It is no secret that COVID-19 accelerated digital transformation; already a hot talking point across the Middle East, it became essential to business continuity overnight. The region’s banking, financial services, and insurance (BFSI) sector had already experimented with digital platforms to appease a growing contingent of digital natives among its prospective customer-base; Mashreq Neo being a prime example. But when lockdowns sequestered those prospects in their homes and made branch visits ever more unlikely, an emerging new reality was finally set in stone.
As quickly as COVID had struck, banks and other institutions were forced to act. They needed to revisit the customer experience and empower employees as never before. An efficient way to do so was to invest in ITSM (IT service management), which streamlined workflow through assembly and orchestration of people, business processes and technology tools, to add optimal value.
In fact, according to a recent ServiceNow and Forrester survey, some 82% of respondents said they intended to increase their investment in ITSM this year, with 72% specifically citing machine automation as a necessary capability. And of those using ITSM platforms, 93% said the technology had helped address the challenges inherent in change management workflow.
Beyond improving the employee experience by fine-tuning the management and delivery of change requests and incident resolution, ITSM is a way to speed up the development lifecycle for new customer experiences.
Always-on service
Regional BFSI companies are jockeying for customer attention. Their digital presence — the offering of any-channel, any-location, any-time engagement for millennials and their ilk — is one of the few remaining differentiators in the market.
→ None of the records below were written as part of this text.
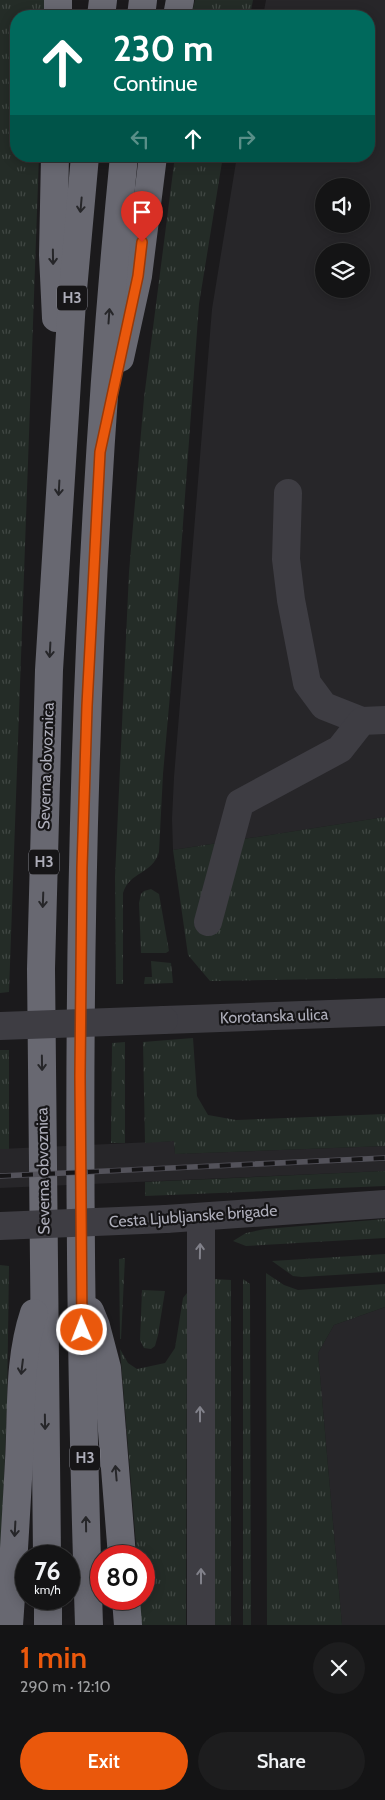 <!DOCTYPE html>
<meta charset="utf-8">
<style>
:root{--surface:#141415;--page:#1d1d1e;--text:#f1f3f6;--muted:#9d9ea0;--line:#333334;--accent:#ea580c}
body{margin:0;font-family:Cabin,sans-serif;background:var(--page);color:var(--text);height:100vh;display:flex;flex-direction:column;font-size:19px;white-space:nowrap}
*{box-sizing:border-box;margin:0}
p{font-size:16px;color:var(--muted)}
.icon{flex:none;width:28px;height:28px;fill:none;stroke:currentColor;stroke-width:2;stroke-linecap:round;stroke-linejoin:round}
.map{position:relative;height:1625px;overflow:hidden}
.panel{display:flex;flex-direction:column;background:var(--surface);flex:1}
.panel>*{flex:none}
.top-card{position:absolute;left:10px;top:10px;width:365px;height:152px;border-radius:20px;box-shadow:0 2px 12px #0003,0 0 0 1px var(--line);background:#00695c;color:#fff;overflow:hidden}
.buttons{position:absolute;left:315px;top:178px;display:grid;gap:10px}
.buttons a{display:grid;place-items:center;width:55px;height:55px;border-radius:50%;background:var(--surface);box-shadow:0 2px 12px #0003,0 0 0 1px var(--line);font-size:25px}
.speed{position:absolute;left:15px;top:1545px;display:flex;gap:10px;font-size:25px;font-weight:700;text-align:center}
.speed>*{display:grid;place-content:center;width:65px;height:65px;border-radius:50%;background:var(--surface);box-shadow:0 2px 12px #0003,0 0 0 1px var(--line);line-height:1}
.speed small{font-size:12px;font-weight:400}
.speed .limit{border:8px solid #d22;background:#fff;color:#111}
.pin{position:absolute;display:grid;place-items:center;width:42px;height:42px;color:#fff;margin:-51px -21px;border-radius:50% 50% 50% 0;rotate:-45deg;box-shadow:0 0 5px #0007}
.pin .icon{rotate:45deg}
.me{position:absolute;width:55px;margin:-28px;rotate:359deg;stroke-linejoin:round;filter:drop-shadow(0 0 4px #0008)}
.turn{display:flex;align-items:center;gap:18px;height:105px;padding:0 20px;font-size:22px}
.turn .icon{width:65px;height:65px;stroke-width:2.5}
.turn b{display:block;font-size:35px;line-height:42px}
.lanes{display:flex;align-items:center;height:48px;padding:0 20px;background:#0003;justify-content:center;gap:25px;direction:ltr}
.lanes .off{opacity:.35}
.round{display:grid;place-items:center;flex:none;width:52px;height:52px;border-radius:26px;background:var(--page)}
.summary{display:flex;align-items:center;justify-content:space-between;height:85px;padding:0 20px}
h1{font-size:30px;font-weight:600;line-height:38px;color:var(--accent)}
.primary-button{display:flex;gap:10px;margin-top:auto;padding:10px 20px}
.primary-button a{flex:1;height:58px;border-radius:30px;background:var(--accent);color:#fff;font-size:20px;font-weight:600;line-height:58px;text-align:center}
.primary-button a+a{background:var(--page);color:var(--text)}
.map>svg:first-child{display:block}
</style>
<div class="map">
<svg width="385" height="1625" viewBox="0 0 385 1625">
<defs>
<pattern id="grass-tufts" width="24" height="20" patternUnits="userSpaceOnUse" patternTransform="scale(1.25)"><rect width="24" height="20" fill="#242c27"/><path d="M3 7l-1-3M5 7V3M7 7l1-3M15 17l-1-3M17 17v-4M19 17l1-3" fill="none" stroke="#414844"/></pattern>
</defs>
<rect width="100%" height="100%" fill="#1b1a1c"/>
<g fill="#272629" fill-rule="evenodd">
<path d="M266,0H385V817L173,850L172,819L174,777L212,309L237,156H369V16H263ZM324,186H361V224H324ZM324,251H361V289H324Z"/>
<path d="M174,1141L175,1154L385,1146V1171L0,1188V1149Z"/>
<path d="M385,1307V1625H342L318,1353L334,1325Z"/>
</g>
<g fill="url(#grass-tufts)">
<path d="M0,0H45V16H16V156H39L9,992L0,993Z"/>
<path d="M195,0H253L250,16H191Z"/>
<path d="M175,156H223L199,304L173,661L163,774L159,852C152,875 130,871 123,893V984H116L115,877L129,572L144,398Z"/>
<path d="M385,817V978L210,981L188,955L173,850Z"/>
<path d="M151,889L159,894L169,951L166,953H141L139,903L141,894L144,891Z"/>
<path d="M151,961L171,963L173,983L144,984L145,977H152Z"/>
<path d="M193,1038L197,1096L208,1115L236,1120L385,1114V1146L175,1154L174,1141L145,1143L143,1042Z"/>
<path d="M125,1042V1143H111L112,1043Z"/>
<rect x="0" y="1050" width="9" height="99"/>
<path d="M385,1171V1186L145,1196V1182Z"/>
<path d="M385,1219V1238L246,1246L233,1241L246,1233L265,1229Z"/>
<path d="M385,1254V1272L302,1277L293,1276L272,1261Z"/>
<path d="M125,1258L121,1339H120L119,1259Z"/>
<path d="M0,1265L9,1266L7,1408L0,1577Z"/>
<path d="M266,1273L284,1285L298,1290L385,1284V1307L334,1325L318,1353L342,1625H267Z"/>
<path d="M214,1279L231,1280V1625H213Z"/>
<path d="M243,1279L250,1284L251,1625H243Z"/>
<path d="M142,1290L165,1291L158,1335L155,1346L151,1349L144,1348L140,1340Z"/>
<path d="M187,1293L186,1625H137L135,1599H144V1556H137L120,1349L128,1363L137,1369L165,1363L175,1348L183,1298Z"/>
</g>
<g fill="none" stroke-linecap="round" stroke-linejoin="round">
<g stroke="#3e3d43" stroke-width="28">
<path d="M288,493L286,559L291,600L307,683L324,706L362,721"/>
<path d="M208,922L240,803L340,749L362,721L385,720"/>
<path d="M164,1020L385,1012"/>
<path d="M166,1219L385,1204"/>
<path d="M201,1625V1218"/>
</g>
<g stroke="#686871" stroke-width="28">
<path d="M58,16V0"/>
<path d="M101,16L103,0"/>
<path d="M141,16L143,0"/>
<path d="M177,16L180,0"/>
<path d="M55,156L53,255L56,318"/>
<path d="M120,358L138,276L153,156"/>
<path d="M90,1311L96,1326L107,1368L122,1556"/>
<path d="M47,1556L41,969L49,670L72,301L85,156"/>
<path d="M48,1599V1625"/>
<path d="M126,1599L128,1625"/>
<path d="M9,1625C13,1570 16,1516 19,1461C22,1411 18,1361 34,1313"/>
<path d="M89,1625C73,1135 76,644 124,156"/>
</g>
<defs>
<path id="rail" d="M0,1176L385,1158"/>
</defs>
<use href="#rail" stroke="#53525a" stroke-width="5.5"/>
<use href="#rail" stroke="#161517" stroke-width="4" stroke-dasharray="11" stroke-linecap="butt"/>
<g stroke="#3e3d43" stroke-width="28">
<path d="M0,1026L164,1020"/>
<path d="M0,1226L166,1219"/>
</g>
</g>
<defs><path id="oneway-shaft" d="M-6 0H5M1.5-3L5.5 0L1.5 3" fill="none" stroke-width="1.6" stroke-linecap="round" stroke-linejoin="round" transform="scale(1.25)"/></defs>
<g stroke="#262629">
<use href="#oneway-shaft" transform="translate(81 205) rotate(95)"/>
<use href="#oneway-shaft" transform="translate(53 257) rotate(89)"/>
<use href="#oneway-shaft" transform="translate(109 316) rotate(-86)"/>
<use href="#oneway-shaft" transform="translate(59 488) rotate(93)"/>
<use href="#oneway-shaft" transform="translate(50 650) rotate(93)"/>
<use href="#oneway-shaft" transform="translate(43 900) rotate(92)"/>
<use href="#oneway-shaft" transform="translate(42 1063) rotate(89)"/>
<use href="#oneway-shaft" transform="translate(22 1367) rotate(97)"/>
<use href="#oneway-shaft" transform="translate(45 1422) rotate(89)"/>
<use href="#oneway-shaft" transform="translate(116 1473) rotate(-95)"/>
<use href="#oneway-shaft" transform="translate(86 1524) rotate(-91)"/>
<use href="#oneway-shaft" transform="translate(15 1529) rotate(93)"/>
</g>
<g stroke="#81818a">
<use href="#oneway-shaft" transform="translate(200 1251) rotate(-89)"/>
<use href="#oneway-shaft" transform="translate(200 1414) rotate(-90)"/>
<use href="#oneway-shaft" transform="translate(201 1576) rotate(-90)"/>
</g>
<g fill="none" stroke-linecap="round" stroke-linejoin="round">
<defs>
<path id="route" d="M82,1330L80,1076L82,868L87,706L100,452L138,276L142,242"/>
</defs>
<use href="#route" stroke="#983908" stroke-width="12"/>
<use href="#route" stroke="#ea580c" stroke-width="9"/>
</g>
<g text-anchor="middle" dominant-baseline="central" stroke-width="4.5" stroke-linejoin="round" paint-order="stroke">
<g fill="#161517" stroke="#808089" stroke-width="1">
<rect x="57" y="285.5" width="30" height="25" rx="4"/>
<rect x="29" y="849.5" width="30" height="25" rx="4"/>
<rect x="70" y="1445.5" width="30" height="25" rx="4"/>
</g>
<g font-size="15" font-weight="bold" fill="#aeaeba">
<text x="72" y="298">H3</text>
<text x="44" y="862">H3</text>
<text x="85" y="1458">H3</text>
</g>
<g font-size="16" fill="#aeaeba" stroke="#161517">
<text transform="translate(46 766) rotate(-88)">Severna obvoznica</text>
<text transform="translate(274 1016) rotate(-2)">Korotanska ulica</text>
<text transform="translate(43 1171) rotate(-91)">Severna obvoznica</text>
<text transform="translate(193 1216) rotate(-4)">Cesta Ljubljanske brigade</text>
</g>
</g>
</svg>
<div class="buttons">
<a><svg class="icon" aria-label="sound" viewBox="0 0 24 24"><path d="M4 9h4l5-4v14l-5-4H4zM17 9q2 3 0 6"/></svg></a>
<a><svg class="icon" aria-label="layers" viewBox="0 0 24 24"><path d="M12 4l9 5-9 5-9-5zM3 14l9 5 9-5"/></svg></a>
</div>
<div class="speed"><div>76<small>km/h</small></div><div class="limit">80</div></div>
<div class="pin" style="left:142px;top:242px;background:#d93025"><svg class="icon" aria-label="arrive" viewBox="0 0 24 24"><path d="M6 21V4h12l-3 4 3 4H6"/></svg></div>
<svg class="me" style="left:82px;top:1330px" viewBox="-20 -20 40 40"><circle r="17" fill="#ea580c" stroke="#fff" stroke-width="3"/><path d="M0-11L8 9 0 5-8 9z" fill="#fff"/></svg>
<div class="top-card">
<div class="turn"><svg class="icon" aria-label="ahead" viewBox="0 0 24 24"><path d="M12 20V5M6 11l6-6 6 6"/></svg><div><b>230 m</b>Continue</div></div>
<div class="lanes"><svg class="icon off" aria-label="left" viewBox="0 0 24 24"><path d="M17 20v-9H6M10 6l-5 5 5 5"/></svg><svg class="icon" aria-label="ahead" viewBox="0 0 24 24"><path d="M12 20V5M6 11l6-6 6 6"/></svg><svg class="icon off" aria-label="right" viewBox="0 0 24 24"><path d="M7 20v-9h11M14 6l5 5-5 5"/></svg></div>
</div>
</div>
<section class="panel">
<div class="summary"><div><h1>1 min</h1><p>290 m · 12:10</p></div><a class="round"><svg class="icon" aria-label="close" viewBox="0 0 24 24"><path d="M6 6l12 12M18 6L6 18"/></svg></a></div>
<div class="primary-button"><a>Exit</a><a>Share</a></div>
</section>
This digital offering extends to employees, as financial entities seek to attract and retain the best talent. In the right environment — one where IT teams concentrate on more creative endeavors, free of the daily grind of housekeeping chores — such a digital ideal can be more easily attained.
Comprehensive ITSM suites provide such flexibility, tightening the delivery standards — reliability, availability, security, compliance, latency, and others — of inhouse IT. Therefore, banks can be assured their core obligations are met, while the schedules of CIOs and their teams are cleared, allowing them to brainstorm their way towards that all-important digital feature — one that will excite customers, reduce acquisition costs, and increase retention ratios.
While shaping the new ITSM environment, however, stakeholders should remember that times have changed, and the goal should be the enhancement of human experiences. After all, the reason ITSM looked so attractive in the first place was its ability to empower BFSI corporations to put people — employees and customers — at the heart of their digital strategies. So, it only makes sense that decision-makers should implement human-centered ITSM.
People first
Consulting line of business about digital transformation amounts to finding technology solutions that fit an established use case. This is a departure from projects of old where flashy new tools were foisted upon a non-technical workforce that had not asked for them and barely understood them.
In the BFSI sector, for example, many advanced tools for financial projection, anti-money-laundering and automated investment advice exist. But if these technologies are adopted without due regard for who will use them and how, failure is a short step away. The people who deliver daily business operations for a bank or insurance broker are best placed to understand operational needs. While IT may initiate digital transformation projects, it is line of business that should suggest the use case along with the value proposition, in such terms as: “If we had a solution that did X, we could save Y per year.”
Creativity and productivity
That is why IT decision makers are drawn to the automation capabilities of ITSM in the large numbers we saw earlier. Humdrum tasks are error-prone by their nature and carry a morale premium that can be detrimental to productivity. ITSM removes operational friction and leads to more creative output, adding the capability to collaborate without time- or geography-related restrictions.
Such an environment is the ideal backdrop for change management, with people rather than technology being at the heart of each process and technology being a facilitator rather than a driver of change. With such a foundation in place, change comes quicker, and for regional BFSI entities, it cannot come quickly enough. All of this comes from a simple realization that technology does not bring change, people do. Technology is a powerful tool. It can reduce workloads on people. It can reduce risk to people. It can bring insights… to people.
ITSM can be a pivotal tool for successful digital transformation, but the processes behind it must be flexible enough to capture enterprise-wide operations and provide the services that will bring real value. Processes need to be connected, simple, and facilitate productive, flexible work that is auditable and complies with the relevant regulatory frameworks.
ITSM enables a bank’s technology function to provide incredible experiences from the back office to the marketplace. If handled correctly, with broad buy-in and transparency along delivery lifecycles, it can be the principal enabler of a modern, employee-empowering, customer-pleasing, digital business.